▸ Stored data
--------------------------------
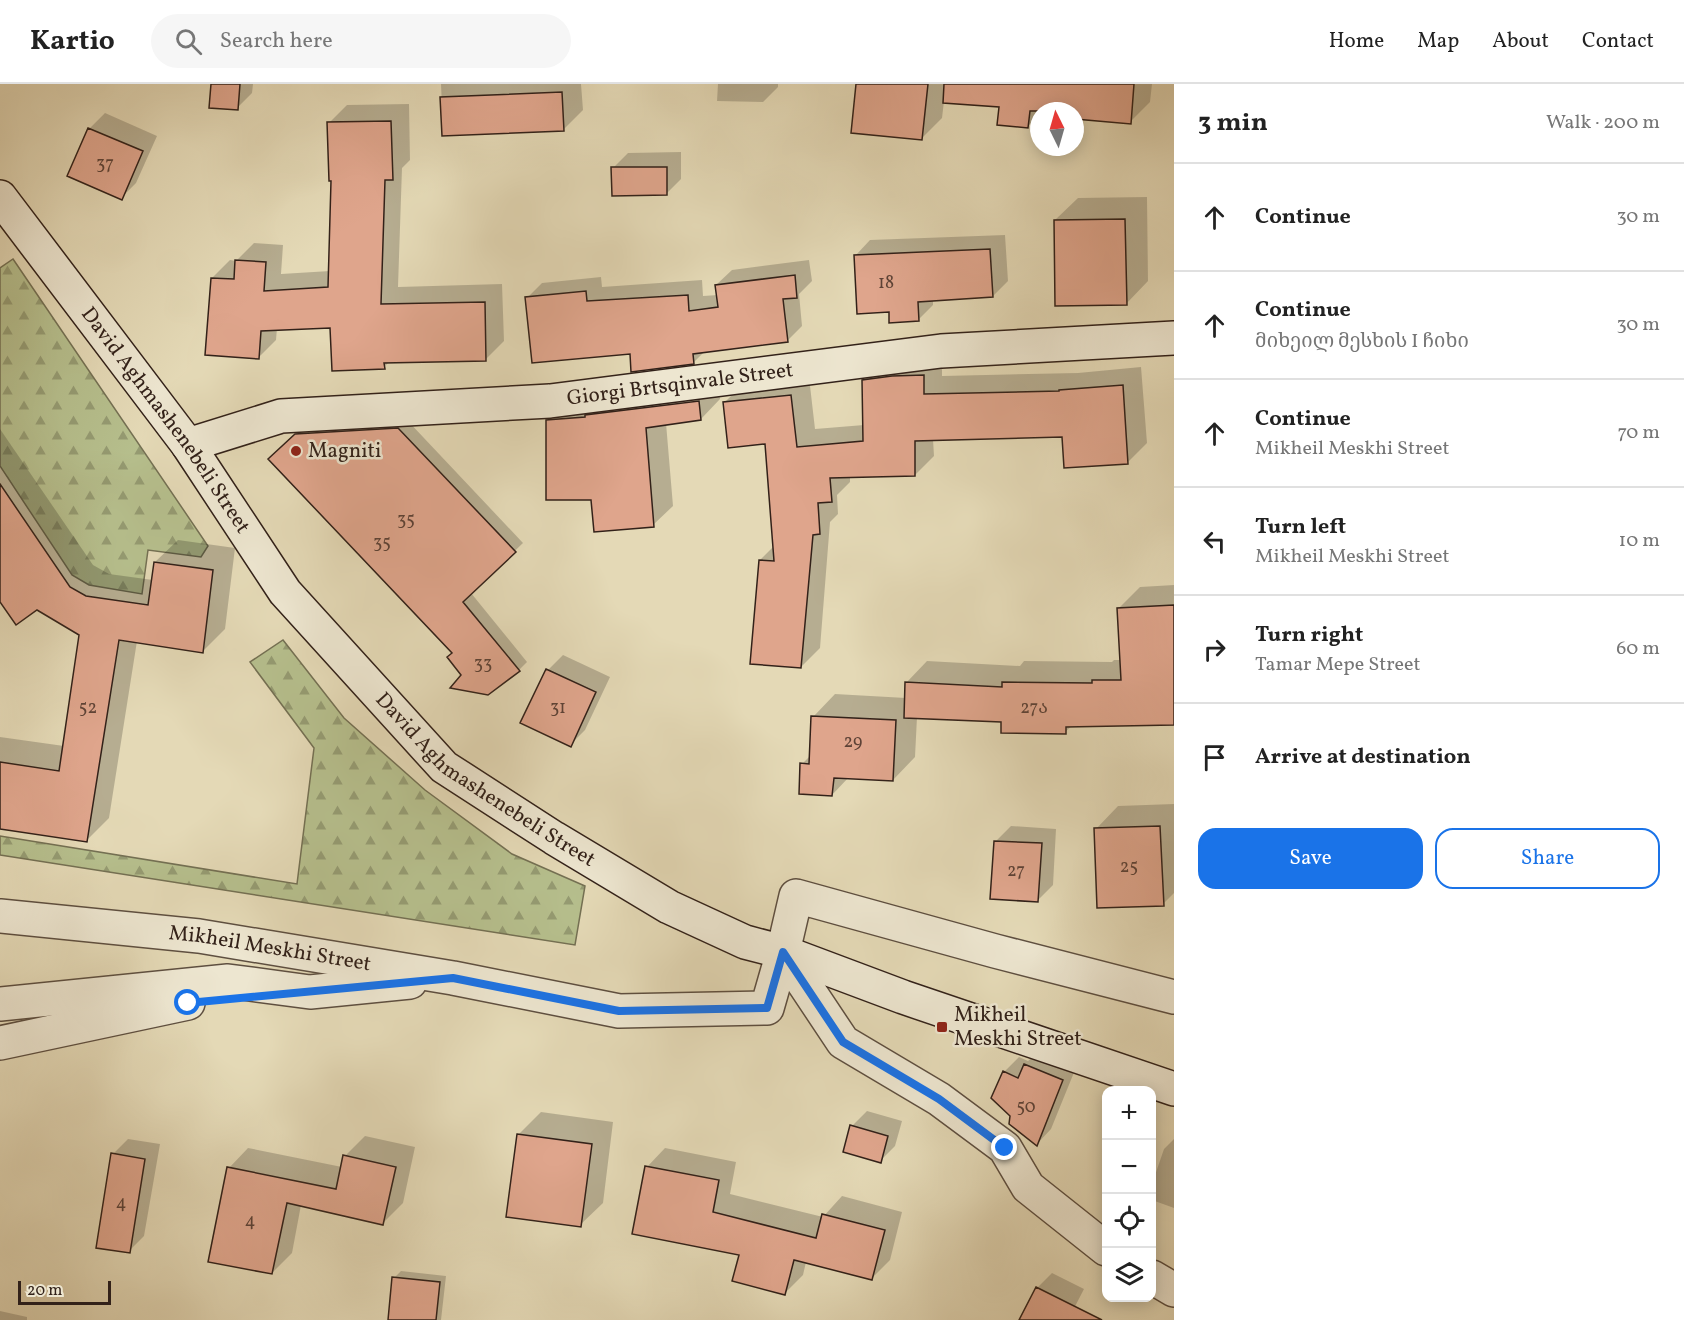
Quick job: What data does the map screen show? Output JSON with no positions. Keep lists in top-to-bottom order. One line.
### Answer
{"streets":{"street":["Giorgi Brtsqinvale Street","David Aghmashenebeli Street","Mikheil Meskhi Street"]},"crossings":[["Giorgi Brtsqinvale Street","David Aghmashenebeli Street"],["David Aghmashenebeli Street","Mikheil Meskhi Street"]],"places":{"other":["Magniti"],"transit":["Mikheil Meskhi Street"]},"house_numbers":["37","18","35","35","33","52","31","27ა","29","25","27","50","4","4"],"scale_bar":"20 m","north":"top","page":{"header":"Kartio","search":"Search here","nav":["Home","Map","About","Contact"],"heading":["3 min","Walk · 200 m"],"list":[["Continue","30 m"],["Continue","მიხეილ მესხის I ჩიხი","30 m"],["Continue","Mikheil Meskhi Street","70 m"],["Turn left","Mikheil Meskhi Street","10 m"],["Turn right","Tamar Mepe Street","60 m"],"Arrive at destination"],"buttons":["Save","Share"],"map_buttons":["+","−"],"scale":"20 m"}}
--------------------------------
Give back the data exactly, with no images.

▸ Response to the task
Quick job: What data does the map screen show? Output JSON with no positions. Keep lists in top-to-bottom order. One line.
### Answer
{"streets":{"street":["Giorgi Brtsqinvale Street","David Aghmashenebeli Street","Mikheil Meskhi Street"]},"crossings":[["Giorgi Brtsqinvale Street","David Aghmashenebeli Street"],["David Aghmashenebeli Street","Mikheil Meskhi Street"]],"places":{"other":["Magniti"],"transit":["Mikheil Meskhi Street"]},"house_numbers":["37","18","35","35","33","52","31","27ა","29","25","27","50","4","4"],"scale_bar":"20 m","north":"top","page":{"header":"Kartio","search":"Search here","nav":["Home","Map","About","Contact"],"heading":["3 min","Walk · 200 m"],"list":[["Continue","30 m"],["Continue","მიხეილ მესხის I ჩიხი","30 m"],["Continue","Mikheil Meskhi Street","70 m"],["Turn left","Mikheil Meskhi Street","10 m"],["Turn right","Tamar Mepe Street","60 m"],"Arrive at destination"],"buttons":["Save","Share"],"map_buttons":["+","−"],"scale":"20 m"}}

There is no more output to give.